Hay directores que dejan huellas imborrables en el transcurso de la historia, aunque muchos espectadores no conecten con su universo. Terrence Malick se sitúa en este grupo y resulta incuestionable su impronta en la historia del cine de autor reciente. Nadie, o casi nadie, cuestiona su primer tramo de filmografía, la que va desde su debut, Malas tierras (1973), hasta su Palma de Oro, esta catedral tan trascendental como inabordable y excesiva que es El árbol de la vida (2011). Entre película y película se tomaba su tiempo –hasta veinte años separan Días del cielo (1978) de La delgada línea roja (1998)– rodando un total de 5 películas en casi cuarenta años. Y, de repente, Malick cambió de marcha y se puso a encadenar proyectos a un ritmo inusual en él: 4 películas, 2 documentales y 3 cortometrajes en siete años. También es prácticamente unánime –y lógico– que la calidad de sus trabajos haya mermado y que su cine lleve tiempo semiestancado y atrapado en un laberinto.
Parecería que Malick vive de rentas desde El árbol de la vida. Ahí forjó un poema grande como el universo, inolvidable –para lo bueno y para lo malo–, usando unos condimentos y unas esencias que iría reutilizando en sus trabajos posteriores. Consagró su estilo poético, aparatoso, radicalmente visual, con un punto petulante y megalómano. Su obra, atravesada por la fe y la doctrina panteísta, fue olvidando su lado más narrativo de los primeros años para abrazar un lirismo hermoso y exacerbado –pretencioso y vacuo para muchos– alrededor de los grandes temas del ser humano. Sus últimos trabajos, denostados casi unánimemente por la crítica, dan buena cuenta de ello. Con Vida oculta retoma su lado más narrativo, aunque, por encima de éste, sigue imperando su inconfundible y arrebatada poética visual.
Vida oculta es la crónica de un sacrificio. Franz es un campesino que vive felizmente con su mujer y sus tres hijas en una granja alpina austriaca, rodeados de un impresionante paisaje montañés. Cuando estalla la Segunda Guerra Mundial, los hombres empiezan a respaldar el nazismo, pero Franz no se deja arrastrar y se resiste a prestar juramento a Hitler. Éstas son las piezas narrativas que sostienen una obra visualmente exuberante que deslumbra y convence durante la primera mitad, pero que termina dando vueltas sobre sí misma en un círculo redundante del que no quiere salir, alejando y frustrando al espectador, reiterándole obsesivamente su mensaje, acorralándolo en el tedio.

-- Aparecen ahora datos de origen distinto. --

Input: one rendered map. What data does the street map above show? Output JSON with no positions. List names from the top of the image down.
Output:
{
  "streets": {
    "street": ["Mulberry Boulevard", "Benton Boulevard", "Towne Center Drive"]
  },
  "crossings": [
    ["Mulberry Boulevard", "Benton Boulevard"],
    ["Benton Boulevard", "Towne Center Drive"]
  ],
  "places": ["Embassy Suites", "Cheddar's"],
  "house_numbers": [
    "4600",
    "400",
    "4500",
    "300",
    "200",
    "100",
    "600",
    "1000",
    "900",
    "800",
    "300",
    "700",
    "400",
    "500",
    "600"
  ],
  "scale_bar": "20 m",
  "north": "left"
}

El metraje de una película debe estar supeditado a lo que el director quiere contarnos. Hay extraordinarias, redondas y precisas obras maestras de más de tres horas y hay inacabables e insufribles devaneos fílmicos que apenas rebasan la hora y media. Es preciso saber encontrar el punto exacto; gran parte del éxito de una película reside en ello. Vida oculta acaba naufragando por acumulación, alargamiento y reiteración. Sus mayores virtudes acaban mutando en defectos y el resultado final se antoja, de nuevo, un alargadísimo ejercicio de desaforada megalomanía; una película con elementos narrativos y subtextos muy interesantes, visualmente poderosa, pero a todas luces agigantada.
Uno tuvo la sensación de estar asistiendo a la enésima constatación de que Malick sabe hacer muy bien de Malick pero que su fórmula empieza a agotarse. La belleza de cuanto vemos y oímos en esta película/plegaria –hermoso trabajo de fotografía y gran partitura de James Newton Howard– pierde fuelle, grandeza y arrebato conforme la película avanza y va embriagándose más y más de sí misma. Llega un momento en que las secuencias son perfectamente intercambiables entre sí. Y, aunque a ratos su director logra el equilibrio entre el Malick narrador, el poeta y el creyente, otras se pierde en la obsesiva reiteración de ideas –tanto formales como de fondo– y en el excesivo subrayado de sus metáforas religiosas.
Y es que lo sublime, por definición, no puede sostenerse a tiempo completo. Son sólo ráfagas, retazos, un aliento. Al sumar insistentemente instantes sublimes corremos el riesgo de banalizar la belleza de este mundo. Y sin ella ya no queda nada.